It is also well known that previous presidents, prime ministers, chief ministers, governors, judges, army chiefs and other senior government officials and representatives have invariably cashed in their duty-free privileges while in office. As a matter of fact, former President Ghulam Ishaq Khan was more than favourably disposed to “buying back”, at knocked-down prices of course, several of the many valuable “gifts” he received from foreign heads of state while touring abroad in his official capacity.
Prime ministers and chief ministers, in particular, have done much worse than skim the rules to evade import duties. Armed with “discretionary” powers to “relax” the rules, they have doled out state largesse to grovelling cronies and bureaucrats with reckless abandon. Who hasn’t been appalled by the scandals attached to grants of valuable real estate by Nawaz Sharif, Ghulam Haider Wyne, Jam Sadiq Ali and Manzoor Wattoo? Who doesn’t recoil from the cynical exploitation of the Jahez and Bait ul Maal funds by leaders of the Muslim League to line the pockets of accomplices, partners, cohorts, allies, chums and assorted “well wishers”?

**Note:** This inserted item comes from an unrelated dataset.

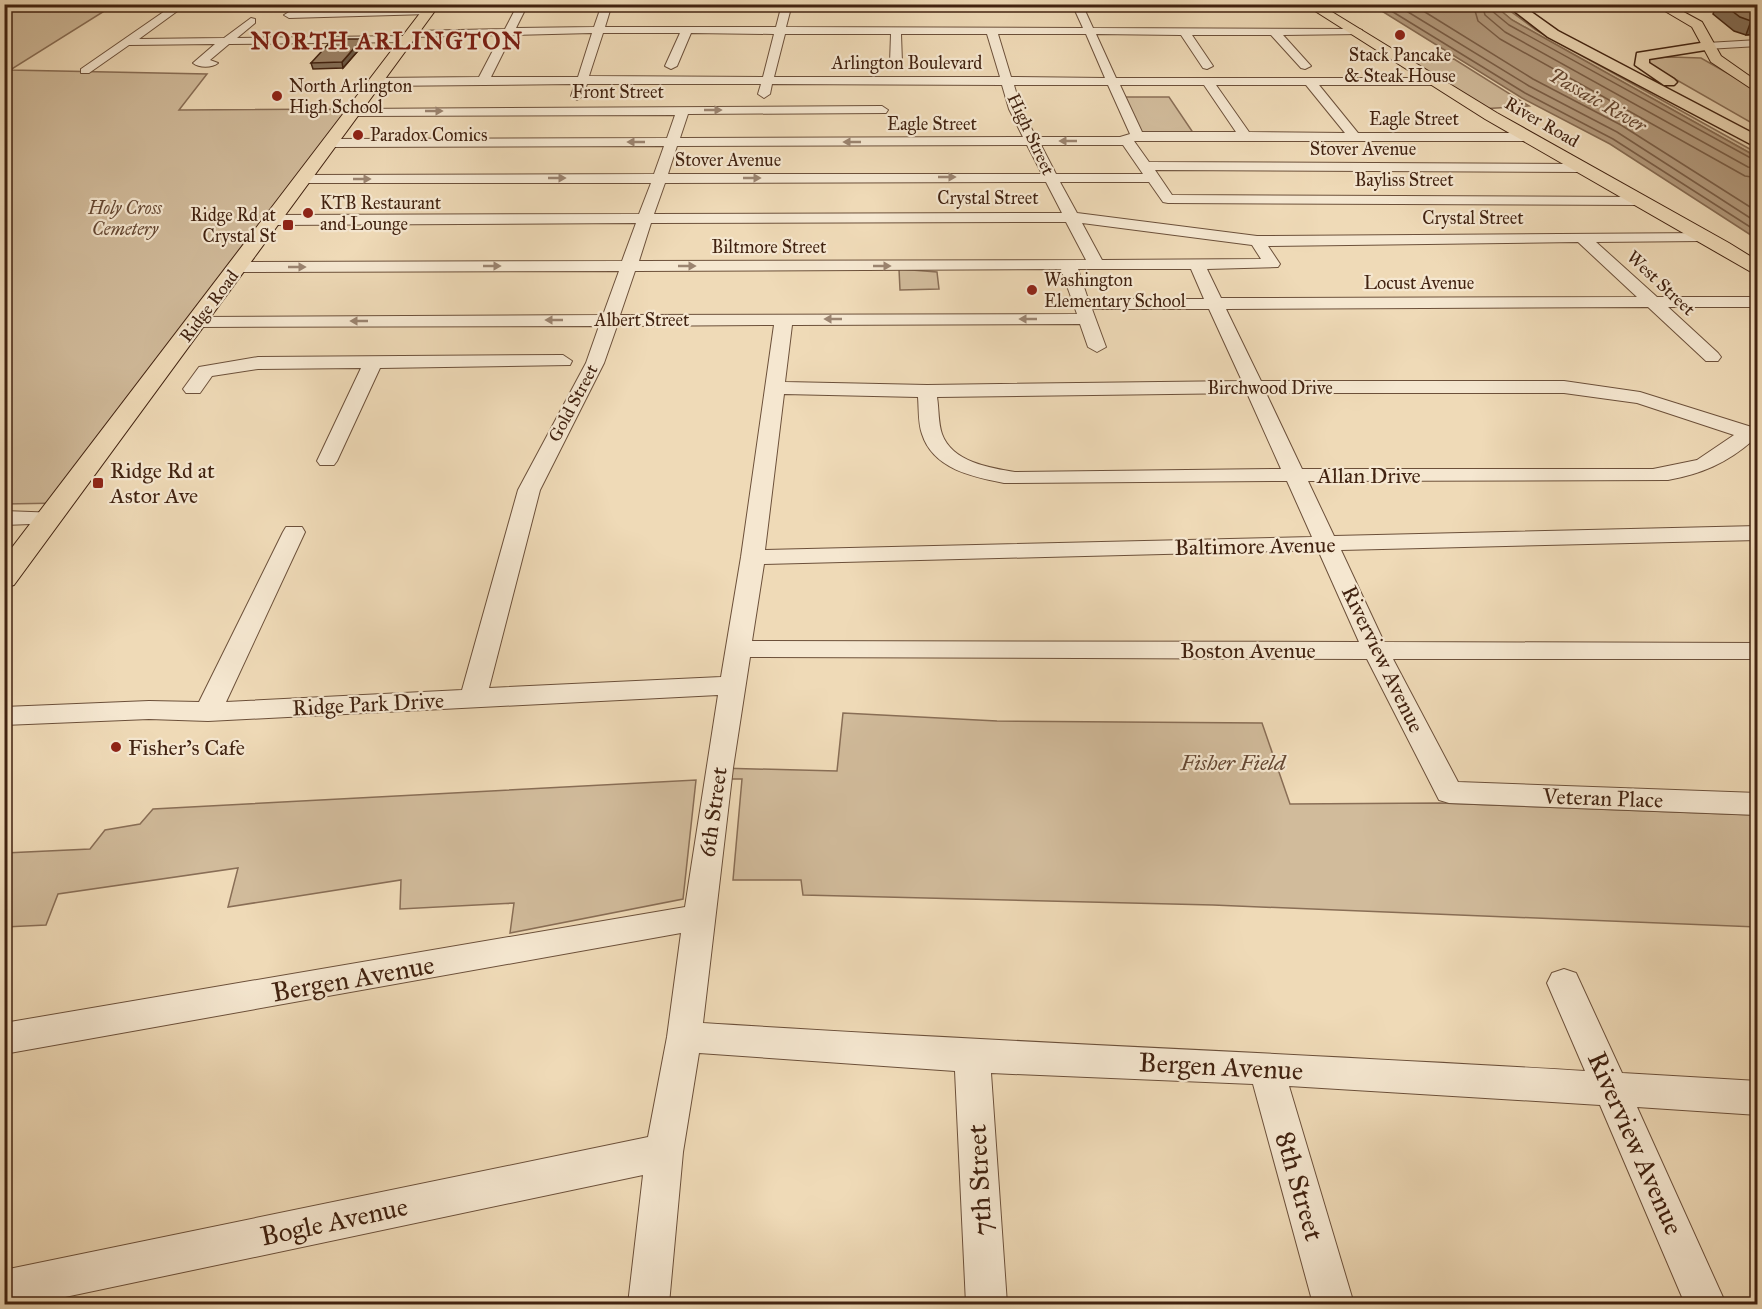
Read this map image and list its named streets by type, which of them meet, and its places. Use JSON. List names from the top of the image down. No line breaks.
{"streets":{"main road":["River Road","Ridge Road"],"street":["Arlington Boulevard","Front Street","Eagle Street","High Street","Stover Avenue","Bayliss Street","Crystal Street","Biltmore Street","Locust Avenue","West Street","Albert Street","Birchwood Drive","Gold Street","Allan Drive","Baltimore Avenue","Boston Avenue","Riverview Avenue","Ridge Park Drive","Veteran Place","6th Street","Bergen Avenue","7th Street","8th Street","Bogle Avenue"]},"crossings":[["Arlington Boulevard","Front Street"],["Arlington Boulevard","Eagle Street"],["Arlington Boulevard","River Road"],["Arlington Boulevard","High Street"],["Arlington Boulevard","Ridge Road"],["Front Street","Eagle Street"],["Front Street","Ridge Road"],["Front Street","Gold Street"],["Eagle Street","River Road"],["Eagle Street","High Street"],["Eagle Street","Ridge Road"],["Eagle Street","Gold Street"],["River Road","Stover Avenue"],["River Road","Bayliss Street"],["River Road","Crystal Street"],["High Street","Stover Avenue"],["High Street","Crystal Street"],["High Street","Biltmore Street"],["Stover Avenue","Bayliss Street"],["Stover Avenue","Ridge Road"],["Stover Avenue","Gold Street"],["Crystal Street","Biltmore Street"],["Crystal Street","West Street"],["Crystal Street","Ridge Road"],["Crystal Street","Gold Street"],["Biltmore Street","Ridge Road"],["Biltmore Street","Gold Street"],["Biltmore Street","Riverview Avenue"],["Locust Avenue","West Street"],["Locust Avenue","Albert Street"],["Locust Avenue","Riverview Avenue"],["Ridge Road","Albert Street"],["Albert Street","Gold Street"],["Albert Street","6th Street"],["Birchwood Drive","Allan Drive"],["Birchwood Drive","Riverview Avenue"],["Birchwood Drive","6th Street"],["Gold Street","Ridge Park Drive"],["Allan Drive","Riverview Avenue"],["Baltimore Avenue","Riverview Avenue"],["Baltimore Avenue","6th Street"],["Boston Avenue","Riverview Avenue"],["Boston Avenue","6th Street"],["Riverview Avenue","Veteran Place"],["Riverview Avenue","Bergen Avenue"],["Ridge Park Drive","6th Street"],["6th Street","Bergen Avenue"],["6th Street","Bogle Avenue"],["Bergen Avenue","7th Street"],["Bergen Avenue","8th Street"]],"districts":["NORTH ARLINGTON"],"water":["Passaic River"],"parks":["Holy Cross Cemetery","Fisher Field"],"places":{"other":["Stack Pancake & Steak House","North Arlington High School","Paradox Comics","KTB Restaurant and Lounge","Washington Elementary School","Fisher's Cafe"],"transit":["Ridge Rd at Crystal St","Ridge Rd at Astor Ave"]}}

Given this background, Ms Bhutto’s ire at the opposition for trying to make a mountain out of a molehill is perfectly understandable. In turn, the government has now trotted out all the spanking new Mercs imported by Nawaz Sharif and put them on display, including two jazzy sports cars in which the former prime minister of Pakistan loved to gallivant in the hills of Murree and Nathiagali singing sweet nothings to his companions. Like Imelda Marcos’ endless rows of bright and burnished shoes, the 53 Mercs of Nawaz Sharif have become an apt metaphor for these “chamacky” times.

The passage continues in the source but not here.